Gillian Beer
Quick Facts
Biography
Professor Dame Gillian Patricia Kempster Beer DBE (née Thomas; born 27 January 1935) is a British literary critic and academic. She was President of Clare Hall from 1994 to 2001, and King Edward VII Professor of English Literature at the University of Cambridge from 1994 to 2002.
Early life
Born Gillian Patricia Kempster Thomas in Surrey, England, Beer studied English Literature at St Anne's College, Oxford.
Academic career
She was a fellow of Girton College, Cambridge, for 30 years. She was later King Edward VII Professor of English Literature at Cambridge, and later President of Clare Hall. She served as chair of the judges for the Booker Prize in 1997.
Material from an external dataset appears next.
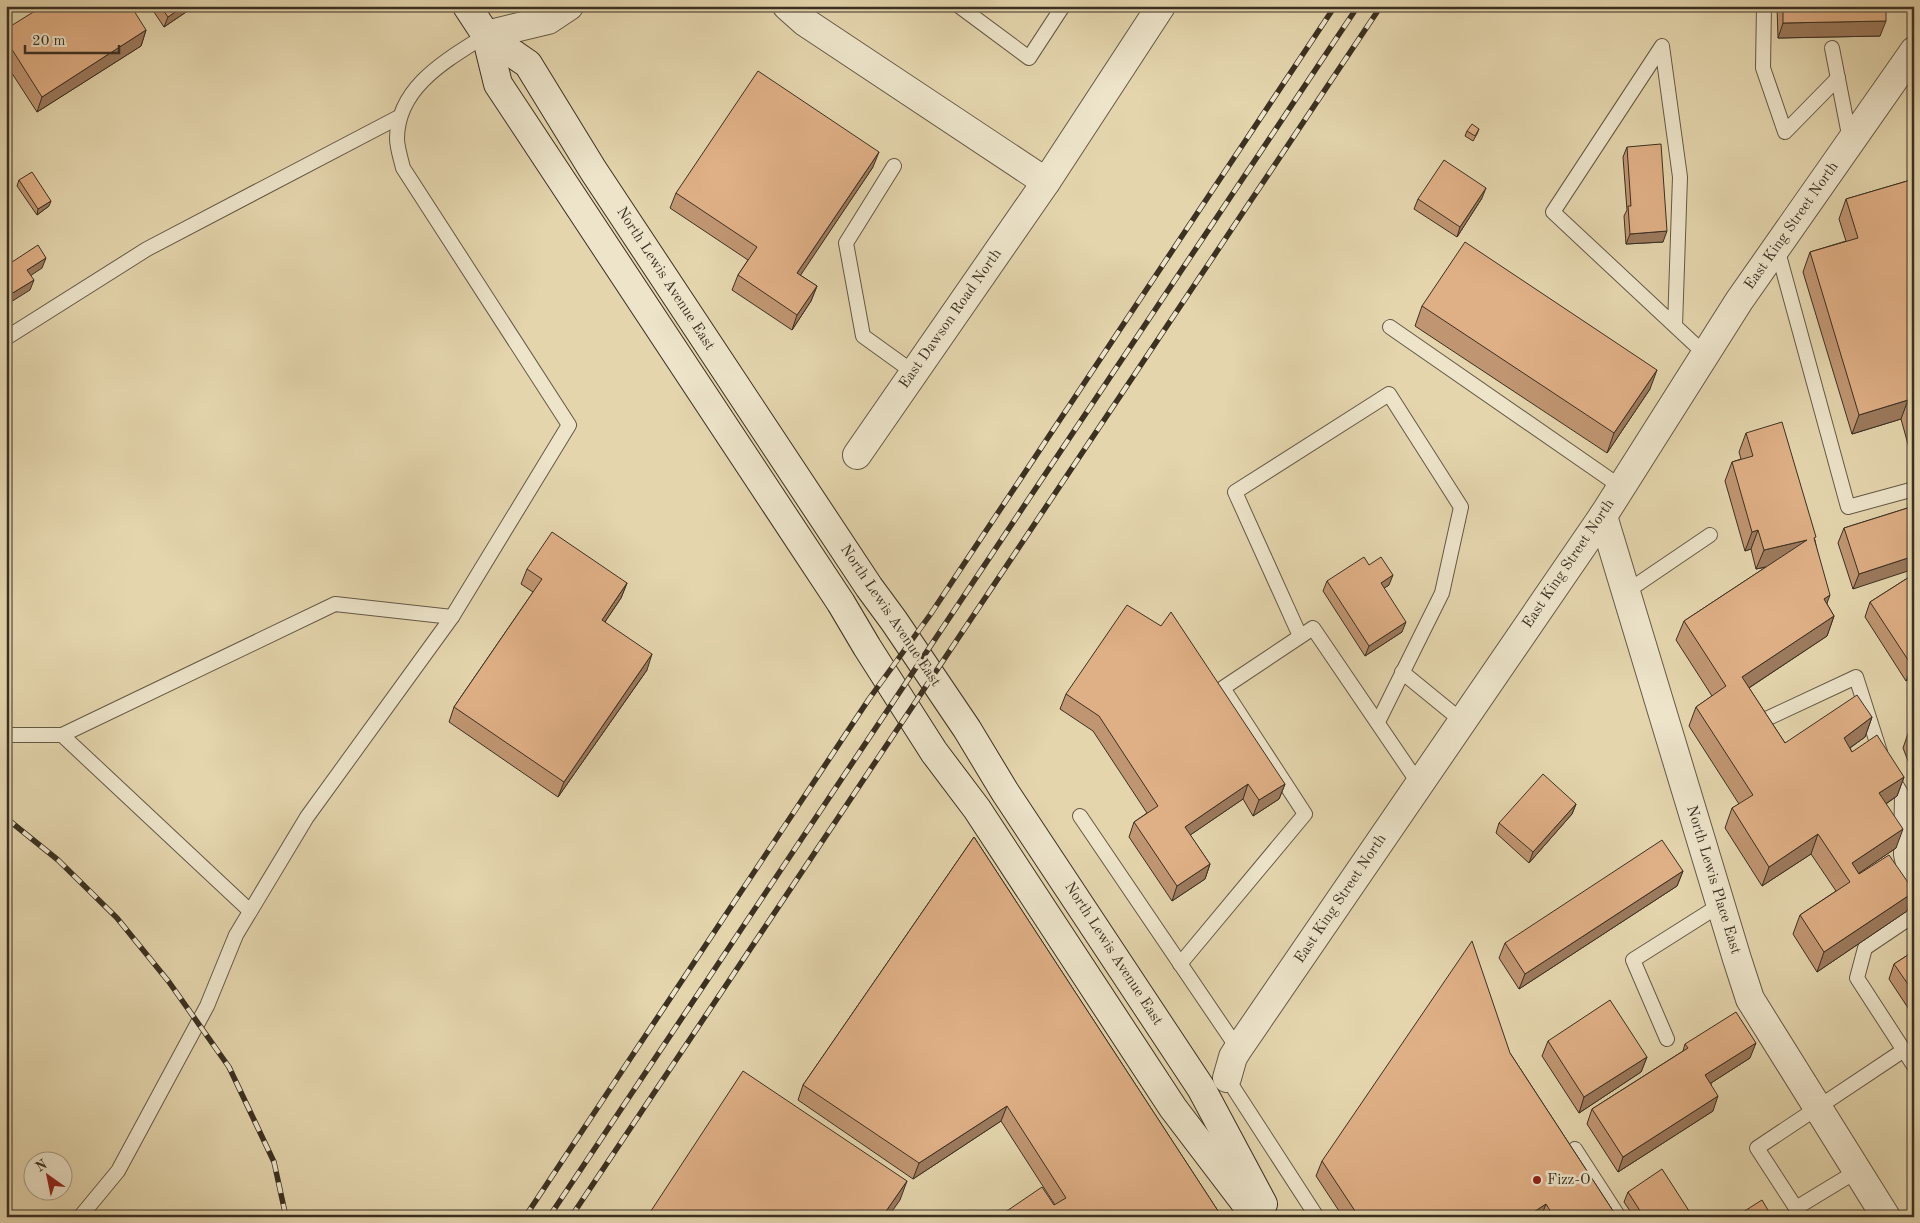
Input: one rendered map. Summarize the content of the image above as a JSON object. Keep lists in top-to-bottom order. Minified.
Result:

Her most intensive literary criticism lies in the field of Victorian studies. Darwin's Plots (1983), in particular, related the form of Victorian novels to Darwinist thinking. Its significance as a work was confirmed by the publication of second edition by Cambridge University Press in 2000 and a third edition in 2009. She has also written important collections of essays on Virginia Woolf (The Common Ground, 1996) and on other aspects of the relations of literature and science.
Honours and awards
- Dame Commander of the Order of the British Empire (1998)
- Foreign Honorary Member of the American Academy of Arts and Sciences (2001)
- Oxford University awarded her an Honorary Doctor of Letters (June 2005)
- Harvard University awarded her an Honorary Doctor of Letters (May 2012)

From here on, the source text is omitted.